→ What to do
Nothing more is wanted than an exact repeat of the data below.

→ Data shown

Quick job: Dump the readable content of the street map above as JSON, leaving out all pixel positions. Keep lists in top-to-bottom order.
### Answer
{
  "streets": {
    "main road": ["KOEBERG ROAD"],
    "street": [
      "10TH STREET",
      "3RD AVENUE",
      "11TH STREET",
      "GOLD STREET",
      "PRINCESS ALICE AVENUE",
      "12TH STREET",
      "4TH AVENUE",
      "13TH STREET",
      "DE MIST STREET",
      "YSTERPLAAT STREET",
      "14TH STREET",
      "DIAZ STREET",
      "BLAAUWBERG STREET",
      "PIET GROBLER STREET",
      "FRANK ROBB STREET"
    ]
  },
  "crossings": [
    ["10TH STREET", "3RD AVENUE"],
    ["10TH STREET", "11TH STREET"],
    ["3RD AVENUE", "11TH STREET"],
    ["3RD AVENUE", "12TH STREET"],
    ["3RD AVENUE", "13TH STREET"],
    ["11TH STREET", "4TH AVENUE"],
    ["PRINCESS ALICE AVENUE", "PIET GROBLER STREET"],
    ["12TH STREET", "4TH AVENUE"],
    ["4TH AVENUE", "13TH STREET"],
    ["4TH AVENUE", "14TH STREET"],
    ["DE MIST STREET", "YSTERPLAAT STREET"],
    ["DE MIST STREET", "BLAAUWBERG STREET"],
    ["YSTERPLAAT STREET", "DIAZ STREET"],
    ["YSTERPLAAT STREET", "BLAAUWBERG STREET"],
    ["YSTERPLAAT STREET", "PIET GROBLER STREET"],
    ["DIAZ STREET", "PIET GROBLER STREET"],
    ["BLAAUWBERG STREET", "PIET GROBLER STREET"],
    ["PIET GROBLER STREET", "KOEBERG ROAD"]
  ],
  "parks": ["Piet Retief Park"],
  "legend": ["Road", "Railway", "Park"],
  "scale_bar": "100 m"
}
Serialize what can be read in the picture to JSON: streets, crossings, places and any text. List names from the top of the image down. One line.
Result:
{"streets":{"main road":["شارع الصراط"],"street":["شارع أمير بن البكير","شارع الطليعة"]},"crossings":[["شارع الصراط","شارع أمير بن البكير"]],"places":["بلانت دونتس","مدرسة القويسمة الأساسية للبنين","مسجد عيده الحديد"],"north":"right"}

→ Written response
Quick job: Dump the readable content of the street map above as JSON, leaving out all pixel positions. Keep lists in top-to-bottom order.
### Answer
{
  "streets": {
    "main road": ["KOEBERG ROAD"],
    "street": [
      "10TH STREET",
      "3RD AVENUE",
      "11TH STREET",
      "GOLD STREET",
      "PRINCESS ALICE AVENUE",
      "12TH STREET",
      "4TH AVENUE",
      "13TH STREET",
      "DE MIST STREET",
      "YSTERPLAAT STREET",
      "14TH STREET",
      "DIAZ STREET",
      "BLAAUWBERG STREET",
      "PIET GROBLER STREET",
      "FRANK ROBB STREET"
    ]
  },
  "crossings": [
    ["10TH STREET", "3RD AVENUE"],
    ["10TH STREET", "11TH STREET"],
    ["3RD AVENUE", "11TH STREET"],
    ["3RD AVENUE", "12TH STREET"],
    ["3RD AVENUE", "13TH STREET"],
    ["11TH STREET", "4TH AVENUE"],
    ["PRINCESS ALICE AVENUE", "PIET GROBLER STREET"],
    ["12TH STREET", "4TH AVENUE"],
    ["4TH AVENUE", "13TH STREET"],
    ["4TH AVENUE", "14TH STREET"],
    ["DE MIST STREET", "YSTERPLAAT STREET"],
    ["DE MIST STREET", "BLAAUWBERG STREET"],
    ["YSTERPLAAT STREET", "DIAZ STREET"],
    ["YSTERPLAAT STREET", "BLAAUWBERG STREET"],
    ["YSTERPLAAT STREET", "PIET GROBLER STREET"],
    ["DIAZ STREET", "PIET GROBLER STREET"],
    ["BLAAUWBERG STREET", "PIET GROBLER STREET"],
    ["PIET GROBLER STREET", "KOEBERG ROAD"]
  ],
  "parks": ["Piet Retief Park"],
  "legend": ["Road", "Railway", "Park"],
  "scale_bar": "100 m"
}
Serialize what can be read in the picture to JSON: streets, crossings, places and any text. List names from the top of the image down. One line.
Result:
{"streets":{"main road":["شارع الصراط"],"street":["شارع أمير بن البكير","شارع الطليعة"]},"crossings":[["شارع الصراط","شارع أمير بن البكير"]],"places":["بلانت دونتس","مدرسة القويسمة الأساسية للبنين","مسجد عيده الحديد"],"north":"right"}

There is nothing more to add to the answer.